2018-12-10

Transactional Information Systems 5章 MVCC勉強会　第二回　議論メモ

勉強会について

Transactional Information Systems 5章 MVCC勉強会　第二回の議論メモです。

自分のメモをベースにまとめています。発言の聞き間違い、解釈違いの可能性があることをご了承ください。

特記の無い引用は本で議論した箇所を示しています。

Transactional Information Systems: Theory, Algorithms, and the Practice of Concurrency Control and Recovery (The Morgan Kaufmann Series in Data Management Systems)

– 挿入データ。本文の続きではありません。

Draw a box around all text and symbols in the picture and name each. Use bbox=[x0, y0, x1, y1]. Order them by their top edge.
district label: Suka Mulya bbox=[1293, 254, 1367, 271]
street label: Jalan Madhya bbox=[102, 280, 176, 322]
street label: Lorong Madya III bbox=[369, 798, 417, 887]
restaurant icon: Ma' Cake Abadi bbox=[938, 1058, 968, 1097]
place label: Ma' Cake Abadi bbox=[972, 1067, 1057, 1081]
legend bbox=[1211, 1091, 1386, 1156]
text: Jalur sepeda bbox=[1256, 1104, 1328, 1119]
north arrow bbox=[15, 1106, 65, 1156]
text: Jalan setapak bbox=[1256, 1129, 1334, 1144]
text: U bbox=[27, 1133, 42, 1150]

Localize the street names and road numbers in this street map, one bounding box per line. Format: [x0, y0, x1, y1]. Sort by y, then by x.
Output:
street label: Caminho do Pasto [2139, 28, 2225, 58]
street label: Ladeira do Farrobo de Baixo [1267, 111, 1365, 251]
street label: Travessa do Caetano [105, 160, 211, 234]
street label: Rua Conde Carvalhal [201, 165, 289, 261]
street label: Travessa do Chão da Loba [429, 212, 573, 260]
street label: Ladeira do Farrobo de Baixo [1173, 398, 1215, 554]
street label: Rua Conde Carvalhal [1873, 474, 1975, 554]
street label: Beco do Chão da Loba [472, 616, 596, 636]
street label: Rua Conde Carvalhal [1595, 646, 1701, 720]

作者: Gerhard Weikum,Gottfried Vossen
出版社/メーカー: Morgan Kaufmann
発売日: 2001/05/24
メディア: ハードカバー
クリック: 2回
この商品を含むブログ (2件) を見る

[memo]は私のメモです。勉強会で議論された内容ではないことにご注意ください。
また、関連資料・引用・リンクを適宜挿入しています。

5.2 Multiversion Schedules

An example of a monoversion schedule is
m = r₁(x₀)w₁(x₁)r₂(x₁)w₂(y₂)r₁(y₂)w₁(z₁)c₁c₂

monoversion (1V) は version が1つだけ。read は直前に write したものを読む。

1V と serial schedule を混同してはいけない。これらは異なる。

5.3 Multiversion Serializability

devising a notion of view serializability and investigating whether it is feasible. Not surprisingly, it will again exhibit an NP complete decision problem, which motivates to look for a notion of conflict serializability.

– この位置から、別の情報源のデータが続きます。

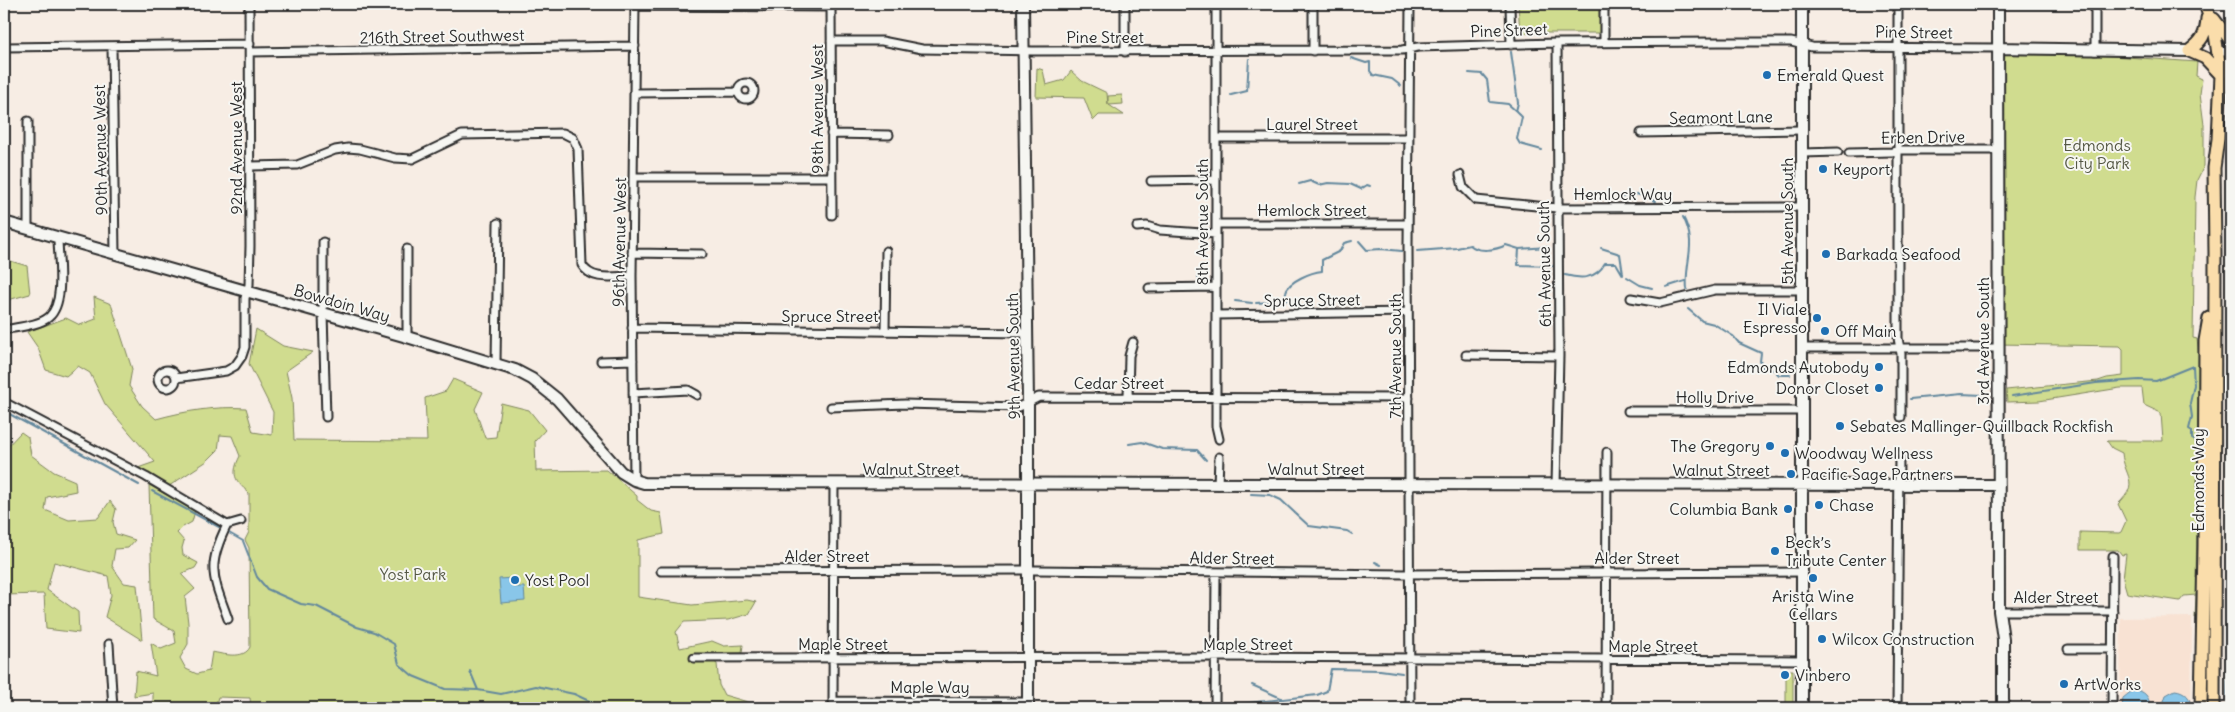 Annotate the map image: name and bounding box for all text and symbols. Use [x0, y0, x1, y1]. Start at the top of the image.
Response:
street label: Pine Street [1470, 19, 1549, 41]
street label: Pine Street [1875, 21, 1954, 43]
street label: 216th Street Southwest [359, 25, 525, 47]
street label: Pine Street [1066, 27, 1144, 47]
street label: 98th Avenue West [807, 44, 827, 174]
place label: Emerald Quest [1777, 65, 1884, 85]
marker: Emerald Quest [1761, 69, 1773, 81]
street label: 92nd Avenue West [226, 81, 246, 215]
street label: 90th Avenue West [89, 84, 111, 216]
street label: Seamont Lane [1669, 106, 1773, 128]
street label: Laurel Street [1266, 114, 1358, 134]
street label: Erben Drive [1881, 126, 1965, 148]
park label: Edmonds City Park [2063, 135, 2131, 173]
street label: 5th Avenue South [1777, 158, 1797, 284]
street label: 8th Avenue South [1192, 159, 1212, 285]
place label: Keyport [1833, 159, 1891, 179]
marker: Keyport [1817, 163, 1829, 175]
street label: 96th Avenue West [608, 176, 630, 307]
street label: Hemlock Way [1574, 184, 1672, 204]
street label: Hemlock Street [1257, 200, 1367, 220]
street label: 6th Avenue South [1533, 200, 1555, 328]
place label: Barkada Seafood [1836, 244, 1961, 264]
marker: Barkada Seafood [1820, 248, 1832, 260]
street label: 3rd Avenue South [1973, 277, 1993, 405]
street label: Bowdoin Way [292, 280, 392, 326]
street label: Spruce Street [1263, 289, 1361, 311]
street label: 9th Avenue South [1002, 292, 1024, 420]
street label: 7th Avenue South [1385, 293, 1405, 419]
place label: Il Viale Espresso [1743, 299, 1807, 337]
street label: Spruce Street [782, 306, 879, 326]
marker: Il Viale Espresso [1811, 312, 1823, 324]
place label: Off Main [1835, 321, 1897, 341]
marker: Off Main [1819, 325, 1831, 337]
place label: Edmonds Autobody [1727, 357, 1869, 377]
marker: Edmonds Autobody [1873, 361, 1885, 373]
street label: Cedar Street [1074, 373, 1165, 393]
place label: Donor Closet [1776, 378, 1870, 398]
marker: Donor Closet [1873, 382, 1885, 394]
street label: Holly Drive [1676, 387, 1754, 407]
place label: Sebates Mallinger-Quillback Rockfish [1850, 416, 2113, 436]
marker: Sebates Mallinger-Quillback Rockfish [1834, 420, 1846, 432]
street label: Edmonds Way [2188, 428, 2208, 532]
place label: The Gregory [1670, 436, 1760, 456]
marker: The Gregory [1764, 440, 1776, 452]
place label: Woodway Wellness [1795, 443, 1933, 463]
marker: Woodway Wellness [1779, 447, 1791, 459]
street label: Walnut Street [862, 459, 960, 479]
street label: Walnut Street [1267, 459, 1365, 479]
street label: Walnut Street [1672, 460, 1770, 480]
place label: Pacific Sage Partners [1801, 464, 1953, 484]
marker: Pacific Sage Partners [1785, 468, 1797, 480]
place label: Chase [1829, 495, 1874, 515]
place label: Columbia Bank [1669, 499, 1778, 519]
marker: Chase [1813, 499, 1825, 511]
marker: Columbia Bank [1782, 503, 1794, 515]
place label: Beck’s Tribute Center [1785, 532, 1887, 570]
marker: Beck’s Tribute Center [1769, 545, 1781, 557]
street label: Alder Street [785, 546, 870, 566]
street label: Alder Street [1189, 547, 1275, 569]
street label: Alder Street [1595, 548, 1680, 568]
park label: Yost Park [380, 564, 446, 584]
place label: Yost Pool [525, 570, 589, 590]
marker: Arista Wine Cellars [1807, 572, 1819, 584]
marker: Yost Pool [509, 574, 521, 586]
place label: Arista Wine Cellars [1772, 586, 1854, 624]
street label: Alder Street [2014, 587, 2099, 607]
place label: Wilcox Construction [1832, 629, 1975, 649]
marker: Wilcox Construction [1816, 633, 1828, 645]
street label: Maple Street [798, 634, 889, 654]
street label: Maple Street [1203, 634, 1294, 654]
street label: Maple Street [1608, 636, 1699, 656]
place label: Vinbero [1795, 665, 1851, 685]
marker: Vinbero [1779, 669, 1791, 681]
place label: ArtWorks [2074, 674, 2141, 694]
street label: Maple Way [890, 677, 970, 697]
marker: ArtWorks [2058, 678, 2070, 690]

View Serializability (VSR) はNP完全で、実用上は（計算量を減らすために）更なる制限が必要となる。
次回の勉強会では VSR の証明を行う。

1V は conflict serializability (CSR)、Multiversion (MV) は VSR が理論の中心となっている。

View を考える際には write したけど read されないものをどう扱うかも考える必要がある。

5.3.1 Multiversion View Serializability

when making serializability precise for multiversion schedules, we have to keep in mind that we are here taking about transparent versioning, that is, versioning that is not visible to the outside world, in particular to application programs or even the user. Thus, from a user's point of view a "correct" multiversion schedule should be equivalent to an ordinary serial schedule without versions. To make equivalence precise, conflict equivalence of the usual style (i.e., according to Chapter 3) is not an appropriate candidate

ユーザやアプリケーションに対しては version を見せずに "correct" multiversion schedule を作らなければならない。そうなると、conflict equivalence はマッチしない。
この例が EXAMPLE 5.3 で示されている。

EXAMPLE 5.3
Consider serial (monoversion) schedule s = w₀(x)c₀w₁(x)c₁r₂(x)w₂(y)c₂.
A multiversion schedule exhibiting the same "step syntax" is
m = w₀(x₀)c₀w₁(x₁)c₁r₂(x₀)w₂(y₂)c₂
Notice that while s shows three different conflicts (between w₀(x) and w₁(x), between w₀(x) and r₂(x), and between w₁(x) and r₂(x)), m exhibits only one conflict, the one between w₀(x₀) and r₂(x₀), since t₁ now writes a new version of x.
（後略）

1V では r₂(x₀) を実現できない。1V では直前の write を read することになるため。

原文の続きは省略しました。